Officier subalterne et presque toujours aux avant-postes, c’est la vie des avant-ports que nous peint surtout notre auteur. Quiconque a fait la guerre en simple soldat ne peut jamais oublier l’impression profonde qu’il a ressentie quand, pour la première fois, il s’est trouvé en sentinelle, la nuit, devant l’ennemi. C’est assurément une des émotions les plus vives qui se puissent imaginer. Passe encore quand la nuit est claire et que la lune permet de voir assez au loin pour distinguer les objets; mais quand l'obscurité est épaisse, quand elle dévore tout à quelques mètres à peine ! La main sur la gâchette du fusil, l’oreille aux aguets, l’œil douloureux à force de chercher à percer ce voile opaque, le corps frissonnant d'une nervosité froide, l'imagination peuplée de fantômes, l’esprit tourmenté par la responsabilité encourue, — on se sent dans un "état d’âme" dont nos modernes psychologues auraient peine à rendre l'affolante cruauté. Les soldats de l’armée de Wellington, — Anglais, Espagnols ou Portugais, — n’étaient pas à l'abri de cet "effroi de la nuit" qui prend les plus braves à la gorge et que Toppfer a si bien dépeint dans une de ses Nouvelles genevoises. Et cet effroi, augmenté encore par les circonstances, produisait un résultat inattendu, la désertion :
Pendant que l’armée anglaise occupait la rive espagnole de la Bidassoa, un grand nombre de désertions eurent lieu, au point de causer une sérieuse diminution de nos forces. Comme c’était un événement qui arrivait rarement auparavant, beaucoup d’opinions furent hasardées sur les causes qui les produisaient. Pour ma part, je les attribuais à une terreur superstitieuse de la part des hommes, et en voici la raison. C’est généralement l’habitude, quand on est en présence de l’ennemi, de mettre des sentinelles doubles, mesure qui, entre autres résultats heureux, augmente beaucoup leur confiance ; mais telle était la nature du pays où nous nous trouvions, qu’il était le plus souvent impossible de le faire, la chose n’ayant du reste d’importance qu’à l’entrée des défilés, pour assurer le repos de l’armée. Or, dans cette contrée accidentée, chaque pouce de terrain pour ainsi dire avait été le théâtre d’une action ; il arrivait souvent que les morts, tombant parmi les rochers et les falaises, ne pouvaient être enterrés, et c’était justement là que les sentinelles étaient placées. Chacun sait que les soldats et les marins sont excessivement superstitieux. Il n’était pas agréable, même pour les moins faibles d’esprit, de passer deux ou trois heures d’une nuit de tempête au milieu de carcasses mutilées et à demi dévorées, et je reçus un jour cette réponse d’un de nos plus braves soldats, au moment d’aller en faction : "Je ne crains aucun homme vivant ; mais, pour Dieu, monsieur, ne me mettez pas à côté de lui ". Mon opinion était donc que beaucoup de sentinelles, subjuguées par une terreur superstitieuse, ne pouvaient plus rester à leur poste et, sachant qu’une punition sévère les attendait si elles retournaient vers les piquets, passaient à l’ennemi plutôt que d’endurer des tortures imaginaires.

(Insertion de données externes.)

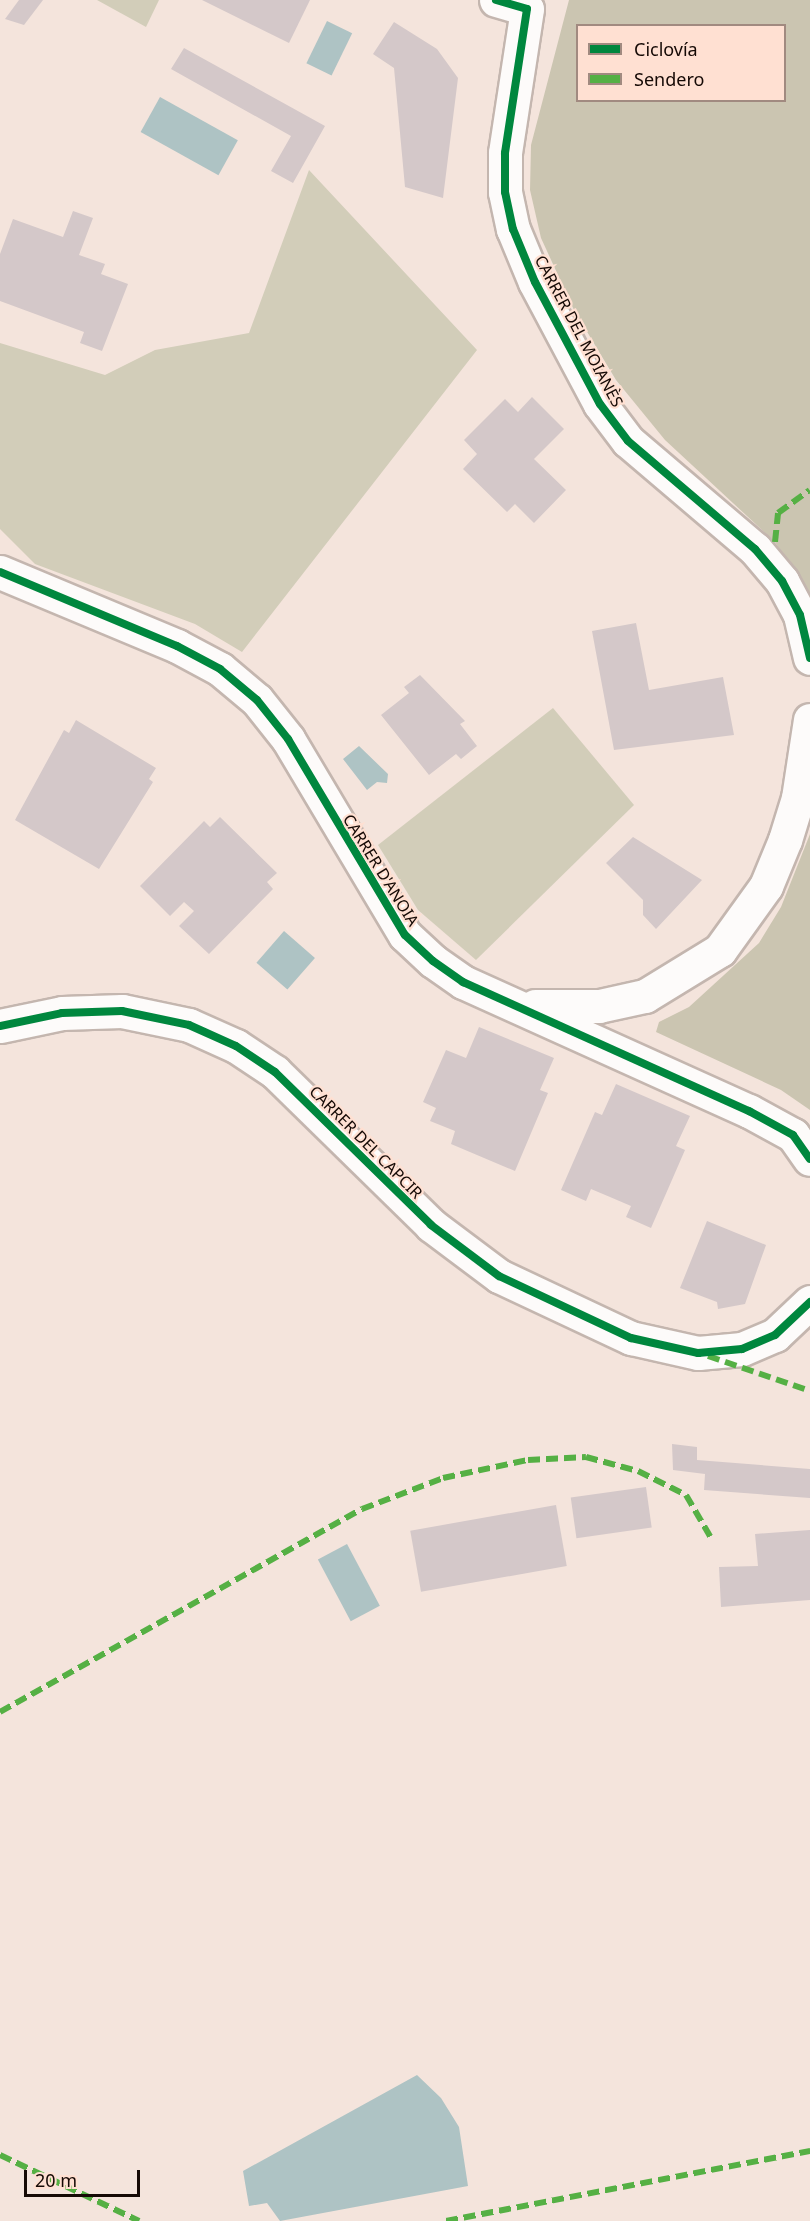 <!DOCTYPE html>
<html>
<head>
<meta charset="utf-8">
<style>
  body { margin:0 }
  #map { position:relative; width:810px; height:2221px; overflow:hidden; background:#f4e4dc; font-family:"Noto Sans",sans-serif }
  div>[style] { position:absolute }
  .green>* { inset:0; background:#d2cdb9 }
  .forest>* { inset:0; background:#cbc5b1 }
  .water>* { inset:0; background:#aec3c4; transform-origin:0 0 }
  .building>* { inset:0; background:#d4c8c9; transform-origin:0 0 }
  .roads { filter:drop-shadow(2px 0 #c4b6af) drop-shadow(-2px 0 #c4b6af) drop-shadow(0 2px #c4b6af) drop-shadow(0 -2px #c4b6af) }
  .minor>* { height:33px; margin:-16.5px; padding:0 16.5px; transform-origin:16.5px; border-radius:16.5px; background:#fdfbfa }
  .quiet>* { height:6px; margin-top:-3px; transform-origin:0; background:repeating-linear-gradient(90deg,#55b044 0 12px,transparent 0 18px) }
  .cycleway>* { height:8px; margin:-4px; padding:0 4px; transform-origin:4px; border-radius:4px; background:#00873e }
  span { translate:-50% -50%; white-space:nowrap; text-align:center; line-height:1.15; -webkit-text-stroke:4.5px #ffe0d2; paint-order:stroke }
  .street-label { font-size:16px; color:#150905 }
  .legend { position:absolute; left:576px; top:24px; width:210px; height:78px; box-sizing:border-box; background:#ffe0d2; border:2px solid #a18a80; margin:0; padding:8px 10px; list-style:none; font-size:18px; color:#150905 }
  .legend li { display:flex; align-items:center; gap:12px; height:30px }
  .legend b { width:30px; border:2px solid #a18a80 }
  .scale { position:absolute; left:24px; top:2170px; width:116px; height:27px; box-sizing:border-box; border:3px solid #150905; border-top:0; padding-left:8px; font-size:18px; line-height:21px; white-space:nowrap; color:#150905; -webkit-text-stroke:4px #ffe0d2; paint-order:stroke }
</style>
</head>
<body>
<div id="map">
  <div class="green">
    <i style="clip-path:polygon(97px 0,159px 0,146px 27px)"></i>
    <i style="clip-path:polygon(309px 170px,477px 350px,242px 652px,195px 624px,35px 564px,0 529px,0 343px,105px 375px,155px 350px,249px 333px)"></i>
    <i style="clip-path:polygon(553px 708px,634px 805px,476px 960px,418px 910px,378px 845px)"></i>
  </div>
  <div class="forest">
    <i style="clip-path:polygon(evenodd,569px 0,810px 0,810px 597px,775px 542px,665px 440px,616px 380px,574px 310px,541px 238px,530px 190px,531px 145px,569px 0,578px 26px,784px 26px,784px 100px,578px 100px,578px 26px)"></i>
    <i style="clip-path:polygon(810px 834px,810px 1110px,781px 1090px,656px 1032px,659px 1022px,689px 1007px,759px 943px,781px 907px)"></i>
  </div>
  <div class="water">
    <i style="left:327px;top:21px;width:28px;height:47px;rotate:26deg"></i>
    <i style="left:160px;top:97px;width:89px;height:40px;rotate:29deg"></i>
    <i style="clip-path:polygon(359px 746px,388px 774px,387px 783px,377px 782px,367px 790px,343px 759px)"></i>
    <i style="left:284px;top:931px;width:41px;height:42px;rotate:41deg"></i>
    <i style="left:347px;top:1544px;width:70px;height:33px;rotate:62deg"></i>
    <i style="clip-path:polygon(417px 2075px,441px 2098px,459px 2127px,468px 2186px,280px 2221px,267px 2203px,249px 2206px,243px 2171px)"></i>
  </div>
  <div class="building">
    <i style="clip-path:polygon(19px 0,43px 0,24px 25px,5px 19px)"></i>
    <i style="clip-path:polygon(202px 0,310px 0,289px 43px)"></i>
    <i style="clip-path:polygon(394px 22px,437px 49px,458px 78px,443px 198px,405px 187px,394px 68px,373px 54px)"></i>
    <i style="clip-path:polygon(184px 48px,325px 126px,293px 183px,271px 171px,291px 136px,171px 69px)"></i>
    <i style="clip-path:polygon(73px 211px,93px 218px,79px 255px,105px 264px,101px 274px,128px 284px,102px 351px,80px 343px,84px 332px,0 301px,0 254px,13px 219px,63px 237px)"></i>
    <i style="clip-path:polygon(532px 397px,564px 429px,534px 459px,566px 490px,534px 523px,515px 504px,507px 512px,463px 469px,477px 454px,464px 440px,505px 399px,518px 412px)"></i>
    <i style="clip-path:polygon(636px 623px,649px 690px,723px 677px,734px 735px,614px 750px,592px 631px)"></i>
    <i style="clip-path:polygon(420px 675px,465px 721px,460px 724px,477px 746px,461px 759px,456px 754px,429px 775px,381px 715px,409px 693px,404px 687px)"></i>
    <i style="clip-path:polygon(76px 720px,156px 768px,149px 779px,153px 782px,99px 869px,15px 820px,64px 730px,69px 733px)"></i>
    <i style="clip-path:polygon(220px 817px,277px 873px,267px 882px,273px 889px,209px 954px,179px 926px,194px 911px,184px 902px,170px 916px,140px 886px,204px 821px,210px 827px)"></i>
    <i style="clip-path:polygon(633px 837px,702px 880px,656px 929px,643px 915px,643px 900px,606px 863px)"></i>
    <i style="clip-path:polygon(479px 1027px,554px 1058px,540px 1090px,548px 1093px,515px 1171px,451px 1144px,455px 1131px,430px 1121px,436px 1108px,423px 1102px,446px 1050px,466px 1058px)"></i>
    <i style="clip-path:polygon(616px 1084px,690px 1116px,676px 1146px,685px 1150px,651px 1228px,626px 1217px,631px 1206px,610px 1197px,591px 1189px,586px 1201px,561px 1190px,595px 1112px,602px 1115px)"></i>
    <i style="clip-path:polygon(707px 1221px,766px 1245px,745px 1304px,718px 1309px,717px 1302px,680px 1288px)"></i>
    <i style="clip-path:polygon(672px 1444px,697px 1447px,697px 1460px,810px 1469px,810px 1498px,704px 1490px,705px 1474px,673px 1470px)"></i>
    <i style="left:646px;top:1487px;width:41px;height:76px;rotate:82deg"></i>
    <i style="left:556px;top:1505px;width:62px;height:148px;rotate:80deg"></i>
    <i style="clip-path:polygon(810px 1530px,810px 1600px,721px 1607px,719px 1567px,758px 1566px,755px 1534px)"></i>
  </div>
  <div class="roads">
    <div class="minor">
      <i style="left:496px;top:0;width:32px;rotate:16deg"></i>
      <i style="left:527px;top:9px;width:146px;rotate:98.7deg"></i>
      <i style="left:505px;top:153px;width:39px;rotate:90deg"></i>
      <i style="left:505px;top:192px;width:38px;rotate:78deg"></i>
      <i style="left:513px;top:229px;width:57px;rotate:67.5deg"></i>
      <i style="left:535px;top:282px;width:138px;rotate:62deg"></i>
      <i style="left:600px;top:404px;width:46px;rotate:52.9deg"></i>
      <i style="left:628px;top:441px;width:167px;rotate:40.4deg"></i>
      <i style="left:755px;top:549px;width:42px;rotate:49.8deg"></i>
      <i style="left:782px;top:581px;width:38px;rotate:62deg"></i>
      <i style="left:800px;top:615px;width:44px;rotate:76.9deg"></i>
      <i style="left:0;top:572px;width:192px;rotate:22.7deg"></i>
      <i style="left:177px;top:646px;width:49px;rotate:28.1deg"></i>
      <i style="left:220px;top:669px;width:48px;rotate:40deg"></i>
      <i style="left:257px;top:700px;width:50px;rotate:51.5deg"></i>
      <i style="left:288px;top:739px;width:228px;rotate:59.2deg"></i>
      <i style="left:405px;top:935px;width:38px;rotate:43deg"></i>
      <i style="left:433px;top:961px;width:37px;rotate:35deg"></i>
      <i style="left:463px;top:982px;width:314px;rotate:24.3deg"></i>
      <i style="left:749px;top:1111px;width:50px;rotate:28.6deg"></i>
      <i style="left:793px;top:1135px;width:29px;rotate:55deg"></i>
      <i style="left:535px;top:1006px;width:64px"></i>
      <i style="left:599px;top:1006px;width:47px;rotate:-12.3deg"></i>
      <i style="left:645px;top:996px;width:88px;rotate:-31.5deg"></i>
      <i style="left:720px;top:950px;width:79px;rotate:-54.3deg"></i>
      <i style="left:766px;top:886px;width:50px;rotate:-67.6deg"></i>
      <i style="left:785px;top:840px;width:44px;rotate:-72.8deg"></i>
      <i style="left:798px;top:798px;width:79px;rotate:-81.3deg"></i>
      <i style="left:0;top:1026px;width:63px;rotate:-11.8deg"></i>
      <i style="left:62px;top:1013px;width:60px;rotate:-1.9deg"></i>
      <i style="left:122px;top:1011px;width:68px;rotate:11.8deg"></i>
      <i style="left:189px;top:1025px;width:51px;rotate:24.1deg"></i>
      <i style="left:236px;top:1046px;width:47px;rotate:33.7deg"></i>
      <i style="left:275px;top:1072px;width:219px;rotate:44.4deg"></i>
      <i style="left:431px;top:1225px;width:85px;rotate:36.9deg"></i>
      <i style="left:499px;top:1276px;width:146px;rotate:25.2deg"></i>
      <i style="left:631px;top:1338px;width:69px;rotate:12.6deg"></i>
      <i style="left:698px;top:1353px;width:44px;rotate:-5.2deg"></i>
      <i style="left:742px;top:1349px;width:36px;rotate:-23deg"></i>
      <i style="left:775px;top:1335px;width:48px;rotate:-43.3deg"></i>
    </div>
  </div>
  <div class="quiet">
    <i style="left:775px;top:542px;width:29px;rotate:-84deg"></i>
    <i style="left:778px;top:513px;width:39px;rotate:-36deg"></i>
    <i style="left:708px;top:1356px;width:108px;rotate:18.9deg"></i>
    <i style="left:0;top:1712px;width:415px;rotate:-29.3deg"></i>
    <i style="left:362px;top:1509px;width:87px;rotate:-20.9deg"></i>
    <i style="left:443px;top:1478px;width:87px;rotate:-12deg"></i>
    <i style="left:528px;top:1460px;width:58px;rotate:-3deg"></i>
    <i style="left:586px;top:1457px;width:54px;rotate:15.1deg"></i>
    <i style="left:638px;top:1471px;width:54px;rotate:26.6deg"></i>
    <i style="left:686px;top:1495px;width:48px;rotate:59.7deg"></i>
    <i style="left:0;top:2155px;width:154px;rotate:25.4deg"></i>
    <i style="left:446px;top:2221px;width:371px;rotate:-10.9deg"></i>
  </div>
  <div class="cycleway">
    <i style="left:496px;top:0;width:32px;rotate:16deg"></i>
    <i style="left:527px;top:9px;width:146px;rotate:98.7deg"></i>
    <i style="left:505px;top:153px;width:39px;rotate:90deg"></i>
    <i style="left:505px;top:192px;width:38px;rotate:78deg"></i>
    <i style="left:513px;top:229px;width:57px;rotate:67.5deg"></i>
    <i style="left:535px;top:282px;width:138px;rotate:62deg"></i>
    <i style="left:600px;top:404px;width:46px;rotate:52.9deg"></i>
    <i style="left:628px;top:441px;width:167px;rotate:40.4deg"></i>
    <i style="left:755px;top:549px;width:42px;rotate:49.8deg"></i>
    <i style="left:782px;top:581px;width:38px;rotate:62deg"></i>
    <i style="left:800px;top:615px;width:44px;rotate:76.9deg"></i>
    <i style="left:0;top:572px;width:192px;rotate:22.7deg"></i>
    <i style="left:177px;top:646px;width:49px;rotate:28.1deg"></i>
    <i style="left:220px;top:669px;width:48px;rotate:40deg"></i>
    <i style="left:257px;top:700px;width:50px;rotate:51.5deg"></i>
    <i style="left:288px;top:739px;width:228px;rotate:59.2deg"></i>
    <i style="left:405px;top:935px;width:38px;rotate:43deg"></i>
    <i style="left:433px;top:961px;width:37px;rotate:35deg"></i>
    <i style="left:463px;top:982px;width:314px;rotate:24.3deg"></i>
    <i style="left:749px;top:1111px;width:50px;rotate:28.6deg"></i>
    <i style="left:793px;top:1135px;width:29px;rotate:55deg"></i>
    <i style="left:0;top:1026px;width:63px;rotate:-11.8deg"></i>
    <i style="left:62px;top:1013px;width:60px;rotate:-1.9deg"></i>
    <i style="left:122px;top:1011px;width:68px;rotate:11.8deg"></i>
    <i style="left:189px;top:1025px;width:51px;rotate:24.1deg"></i>
    <i style="left:236px;top:1046px;width:47px;rotate:33.7deg"></i>
    <i style="left:275px;top:1072px;width:219px;rotate:44.4deg"></i>
    <i style="left:431px;top:1225px;width:85px;rotate:36.9deg"></i>
    <i style="left:499px;top:1276px;width:146px;rotate:25.2deg"></i>
    <i style="left:631px;top:1338px;width:69px;rotate:12.6deg"></i>
    <i style="left:698px;top:1353px;width:44px;rotate:-5.2deg"></i>
    <i style="left:742px;top:1349px;width:36px;rotate:-23deg"></i>
    <i style="left:775px;top:1335px;width:48px;rotate:-43.3deg"></i>
  </div>
  <div class="street-label">
    <span style="left:579px;top:331px;rotate:62deg">CARRER DEL MOIANÈS</span>
    <span style="left:381px;top:870px;rotate:58deg">CARRER D'ANOIA</span>
    <span style="left:366px;top:1142px;rotate:45deg">CARRER DEL CAPCIR</span>
  </div>
  <ul class="legend">
  <li><b style="height:8px;background:#00873e"></b>Ciclovía</li>
  <li><b style="height:8px;background:#55b044"></b>Sendero</li>
  </ul>
  <div class="scale">20 m</div>
</div>
</body>
</html>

Pour obvier à cet inconvénient sérieux, on prit le parti de mettre les sentinelles doubles. Mais, parfois, la faiblesse des détachements d’avant-ports ne permettait pas d’user de cette précaution. Par une sombre nuit d’hiver où le vent et la neige faisaient rage, où les hurlements des loups se mêlaient aux grognements des chiens sauvages en quête de corps à dévorer, le lieutenant est obligé de placer une sentinelle seule dans un endroit où on s’était récemment battu et encore couvert de cadavres, dont plusieurs avaient des fragments d'uniformes anglais :
Je visitai ce poste un peu avant minuit, une demi-heure après que j’y avais placé la sentinelle ; elle n’était ni debout ni assise, mais appuyée contre un arbre et complètement recouverte de neige glacée. Son fusil s’était échappé de sa main et reposait sur la poitrine d’un cadavre voisin. A mon approche, l’homme ne répondit pas et, en l’examinant de plus près, je m’aperçus qu’il était évanoui. Je le fis ramener au poste, insensible, quoique vivant. On le frotta, on le réchauffa, et il nous raconta son aventure.
Le caporal l’avait à peine quitté, nous dit-il, quand ses oreilles furent frappées d’un bruit si terrible qu’il ne pouvait pas être produit par une créature vivante ; il aperçut ensuite à travers l’obscurité une troupe de démons dansant sur le bord du lac, et un fantôme vêtu de blanc s’avança vers lui en gémissant péniblement ; il voulut appeler, mais la voix ne sortit pas de son gosier, et il lui fut impossible de proférer un cri. Il jura en outre que le mort s’était levé sur son séant et l’avait regardé fixement ; après quoi il avait perdu tout souvenir et s’était retrouvé au poste. Je n’ai aucune raison de croire que cet homme fût poltron. Ainsi que le lecteur peut le supposer, j’accueillis son histoire par un grand éclat de rire, mais il y persista, et, s’il vit aujourd’hui, il y croit encore sans nul doute.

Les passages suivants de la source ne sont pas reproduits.